Bonjour, nous sommes les voisins ! Vous n'auriez pas un peu de joint pour nous dépanner ?
— Ah, ah, ah... de la pakalolo... mais c'est interdit par ici ! Quoique si tu vas te balader le soir à côté du marae, tu demandes aux jeunes qui fument...
— Ah bon, merci pour l'info, mais là, c'est simplement pour réparer le moteur hors-bord...
À Nuku Hiva, le moteur de l'annexe donnait des signes de faiblesse. C'est finalement avec un bout de carton soigneusement découpé et enduit de graisse que Bruno l'a réparé. L'autre moteur, le principal, nous a aussi causé quelques soucis à l'arrivée sur Hiva Oa aux îles Marquises. L'alternateur nous donnait plus d'énergie que nous ne pouvions en consommer, et Ilboued avançait tellement bien pendant la traversée que nous n'avions pas fait tourner le moteur pendant une dizaine de jours. Si bien qu'à l'approche du mouillage, encrassé par le mauvais gas-oil des Galapagos, celui-ci a refusé de démarrer. Il était gommé.

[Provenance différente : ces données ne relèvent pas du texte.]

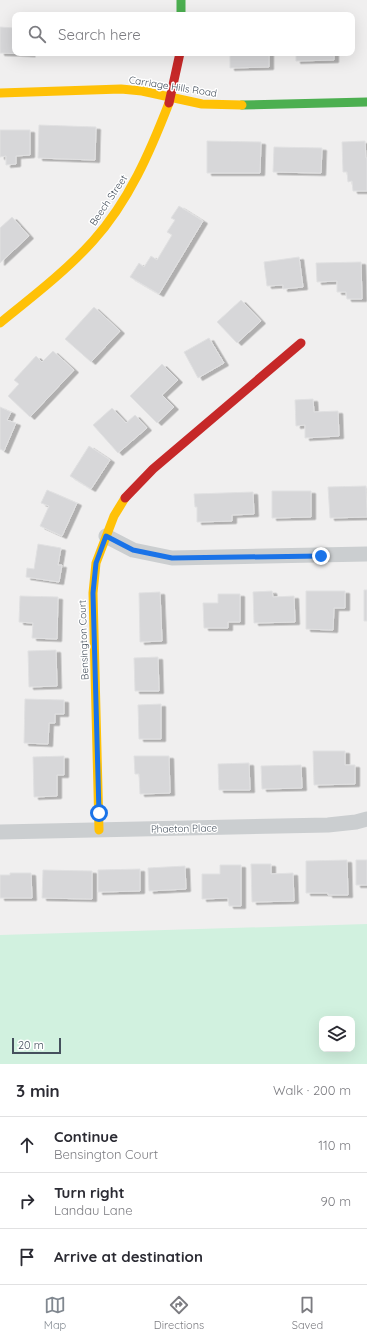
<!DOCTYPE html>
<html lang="en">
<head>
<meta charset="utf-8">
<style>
	:root { --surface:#fff; --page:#f7f7f7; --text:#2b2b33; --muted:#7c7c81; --line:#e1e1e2; --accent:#818890 }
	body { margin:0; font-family:Quicksand,sans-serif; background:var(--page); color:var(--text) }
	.controls { position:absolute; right:12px; bottom:12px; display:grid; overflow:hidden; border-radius:8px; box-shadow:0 4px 16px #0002 }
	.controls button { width:36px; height:36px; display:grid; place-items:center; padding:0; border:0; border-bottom:1px solid var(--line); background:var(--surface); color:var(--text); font:20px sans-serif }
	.scale { position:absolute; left:12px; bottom:10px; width:49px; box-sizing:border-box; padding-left:4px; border:2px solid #45505d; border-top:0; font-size:11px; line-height:14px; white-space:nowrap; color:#45505d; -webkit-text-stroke:3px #fff; paint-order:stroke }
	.stop { position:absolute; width:12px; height:12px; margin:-9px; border:3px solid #1a73e8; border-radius:50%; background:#fff }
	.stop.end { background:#1a73e8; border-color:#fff; box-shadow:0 1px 4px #0008 }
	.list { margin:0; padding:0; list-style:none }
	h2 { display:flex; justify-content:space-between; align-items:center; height:52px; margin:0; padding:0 16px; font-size:17px }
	h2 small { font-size:13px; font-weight:400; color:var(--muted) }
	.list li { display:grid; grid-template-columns:26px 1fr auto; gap:12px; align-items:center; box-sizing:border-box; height:56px; padding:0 16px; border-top:1px solid var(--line) }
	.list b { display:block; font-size:15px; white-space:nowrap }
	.list p { margin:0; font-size:13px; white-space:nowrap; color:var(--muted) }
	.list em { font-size:13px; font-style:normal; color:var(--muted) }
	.icon { flex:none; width:22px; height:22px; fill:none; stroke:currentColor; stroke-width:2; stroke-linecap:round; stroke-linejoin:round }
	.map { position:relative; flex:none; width:367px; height:1064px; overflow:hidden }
	.search { position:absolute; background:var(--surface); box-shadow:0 4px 16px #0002; left:12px; right:12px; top:12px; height:44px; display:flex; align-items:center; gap:10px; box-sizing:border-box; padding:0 14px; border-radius:8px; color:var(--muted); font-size:15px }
	.sheet { height:220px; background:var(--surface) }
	nav { display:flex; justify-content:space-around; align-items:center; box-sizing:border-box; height:56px; border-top:1px solid var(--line); background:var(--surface); font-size:11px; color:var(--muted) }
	nav a { display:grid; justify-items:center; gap:2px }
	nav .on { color:var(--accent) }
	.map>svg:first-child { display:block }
</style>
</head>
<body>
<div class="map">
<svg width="367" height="1064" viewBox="0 0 367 1064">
	<defs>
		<filter id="shadow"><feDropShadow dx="4.5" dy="2.5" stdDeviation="0" flood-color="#0004"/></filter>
	</defs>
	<rect width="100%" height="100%" fill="#f0efef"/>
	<path fill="#d1f1df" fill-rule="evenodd" d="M367,924v140h-367v-129zM322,1019h30v30h-30z"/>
	<path fill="#d7d7d9" stroke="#e1e1e2" filter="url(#shadow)" d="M0,27l15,1v25l16,1 -31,-1z
		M230,53h39v14l-39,1z
		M296,53h38v7l-38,1z
		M39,125l57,2 -1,33 -57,-2z
		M0,130h30v25l-14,1v8l-10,1v-9l-6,1z
		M207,141l54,1 -1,31h-53z
		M365,141l1,17h1v33h-14l-1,-10 -4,1 -1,-10h-4l-1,-30z
		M274,147l48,1 -1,25 -48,-1z
		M179,206l24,15 -44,73 -29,-17 9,-14 5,4 7,-11 6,4 15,-25 -5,-3 8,-12 -4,-2z
		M12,217l17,19 -29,27v-35z
		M299,257l4,30 -20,2v-4l-16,1 -3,-24z
		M361,262l1,37h-15l-1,-7h-9v-11l-20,1 -1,-19z
		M241,300l20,21 -24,22 -20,-21z
		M94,307l26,24 -29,31 -26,-23z
		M209,338l15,25 -26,15 -14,-26z
		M53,351l21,19 -44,47 -22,-21 11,-12 -5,-4 22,-24 6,6z
		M162,364l16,16 -16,15 12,12 -17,16 -27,-27z
		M313,399l1,13 24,-1 1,25 -34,2v-13l-9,1 -1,-26z
		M0,407l11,5 -4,8 9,3 -12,28 -4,-2z
		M112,408l14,15 9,-8 12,13 -29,25 -25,-28z
		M89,446l21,14 -19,29 -21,-13z
		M366,486l1,31 -37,1 -2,-31z
		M47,490l30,13 -15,33 -22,-10 9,-20 -8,-3z
		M272,491h39v26l-39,1z
		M253,492l1,22 -22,1v6l-35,1v-15h-2l-1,-13z
		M38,544l23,4 -3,17h4l-3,17 -33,-5 1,-9 7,1z
		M364,590h3v31h-3z
		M272,591l1,6 21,-1 1,26 -41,1 -1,-31z
		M306,591h39v17h-11l-1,22 -27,-1z
		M160,592l2,49 -22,1 -1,-49z
		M218,594h22v28h-12v6h-24l-1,-25h15z
		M20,596l38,1 -1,42 -25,-1 1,-15 -14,-1z
		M56,650l1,36 -28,1 -1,-36z
		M158,657l1,34h-24l-1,-33z
		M25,699l39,1v14h-9v9h-6l-1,21 -24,-1z
		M161,704v35h-22l-1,-34z
		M313,751h32v14h10v19l-41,1z
		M64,756v19h-7v21l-23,1 -1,-40z
		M134,756h35l1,37 -30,1 -1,-20h-4z
		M249,763l1,27h-31l-1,-26z
		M301,765l1,23 -40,1 -1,-23z
		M347,860l1,35h-20v-2h-22v-32z
		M356,860h11v25h-11z
		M251,864h20v10l22,-1 1,28 -42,1z
		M220,865h21v41h-12l-1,-8 -26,1v-25h18z
		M185,866l1,23 -37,2 -1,-23z
		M140,869v22l-42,1v-22z
		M43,870l49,1v28l-50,-1z
		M10,873h21l1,25h-32v-23h10z"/>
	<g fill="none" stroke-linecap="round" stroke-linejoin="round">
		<path stroke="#cbced0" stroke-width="15" d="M106,536l27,14 39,8 195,-4
			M0,832l328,-7 28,-3 11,-3"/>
		<path stroke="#4caf50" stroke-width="9" d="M181,0v15
			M242,105l125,-3"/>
		<path stroke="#ffc107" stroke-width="9" d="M0,93l121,-4 21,2 60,13 40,1
			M0,323c32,-26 66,-52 93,-82 36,-40 57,-89 76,-138
			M99,830l-6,-237 3,-30 18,-47 11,-18"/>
		<path stroke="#c62828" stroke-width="9" d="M169,103l11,-50
			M125,498l28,-29 148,-126"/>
	</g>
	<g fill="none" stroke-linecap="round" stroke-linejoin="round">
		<path stroke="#1a73e8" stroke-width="5" d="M99,813l-6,-220 3,-30 10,-27 27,14 39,8 149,-2"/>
	</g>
	<g text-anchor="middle" stroke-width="3" stroke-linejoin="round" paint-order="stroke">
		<g font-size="10" fill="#45505d" stroke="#fff">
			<text transform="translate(173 86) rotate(9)" y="4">Carriage Hills Road</text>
			<text transform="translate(108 200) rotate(-56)" y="4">Beech Street</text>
			<text transform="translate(83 640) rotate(-92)" y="4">Bensington Court</text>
			<text transform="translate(184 828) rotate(-1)" y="4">Phaeton Place</text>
		</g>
	</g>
</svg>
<div class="controls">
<button><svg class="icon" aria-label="layers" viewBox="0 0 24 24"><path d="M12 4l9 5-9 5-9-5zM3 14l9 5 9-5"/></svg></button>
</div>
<div class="scale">20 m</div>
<div class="stop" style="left:99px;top:813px"></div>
<div class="stop end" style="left:321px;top:556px"></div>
<div class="search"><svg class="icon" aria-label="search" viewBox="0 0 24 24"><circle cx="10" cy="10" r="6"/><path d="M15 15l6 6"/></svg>Search here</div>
</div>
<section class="sheet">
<h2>3 min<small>Walk · 200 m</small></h2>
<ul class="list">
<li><svg class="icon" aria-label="ahead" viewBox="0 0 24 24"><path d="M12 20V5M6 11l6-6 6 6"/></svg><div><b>Continue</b><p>Bensington Court</p></div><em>110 m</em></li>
<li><svg class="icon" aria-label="right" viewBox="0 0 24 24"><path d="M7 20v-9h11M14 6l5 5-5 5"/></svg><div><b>Turn right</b><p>Landau Lane</p></div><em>90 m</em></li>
<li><svg class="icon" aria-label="arrive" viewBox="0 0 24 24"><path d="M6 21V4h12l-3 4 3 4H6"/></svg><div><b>Arrive at destination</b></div></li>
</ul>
</section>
<nav>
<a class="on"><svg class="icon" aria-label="map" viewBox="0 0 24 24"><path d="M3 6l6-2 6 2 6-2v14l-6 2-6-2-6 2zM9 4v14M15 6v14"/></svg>Map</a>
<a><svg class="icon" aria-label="directions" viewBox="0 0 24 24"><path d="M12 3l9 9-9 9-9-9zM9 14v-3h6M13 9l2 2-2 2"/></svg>Directions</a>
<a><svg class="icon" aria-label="saved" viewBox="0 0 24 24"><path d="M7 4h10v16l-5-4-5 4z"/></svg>Saved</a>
</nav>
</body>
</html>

Mais Bruno a retroussé ses manches et mis les mains dans la mécanique. Grâce aussi au WD40, l'ami du marin, et à la gentillesse d'un mécanicien local qui nous a submergés de bons conseils et a emmené nos batteries pour les recharger à bloc chez lui, nous avons finalement retrouvé le ronron familier du moteur avec un plaisir indescriptible...
D'après nos lectures de quart de nuit, certains de nos prédécesseurs illustres passaient une bonne moitié de leur temps de voyage à recoudre des voiles qui se déchiraient aussitôt rehissées. À part le spi qui s'est déchiré sur la route de Panama, car il s'était pris dans le bout dehors, et l'enrouleur qui était coincé à l'arrivée sur les îles Loyauté, le gréement ne nous a causé aucune inquiétude. Peut-être aussi fallait-il savoir être raisonnable par moments et réduire la voilure à temps pour ménager le matériel...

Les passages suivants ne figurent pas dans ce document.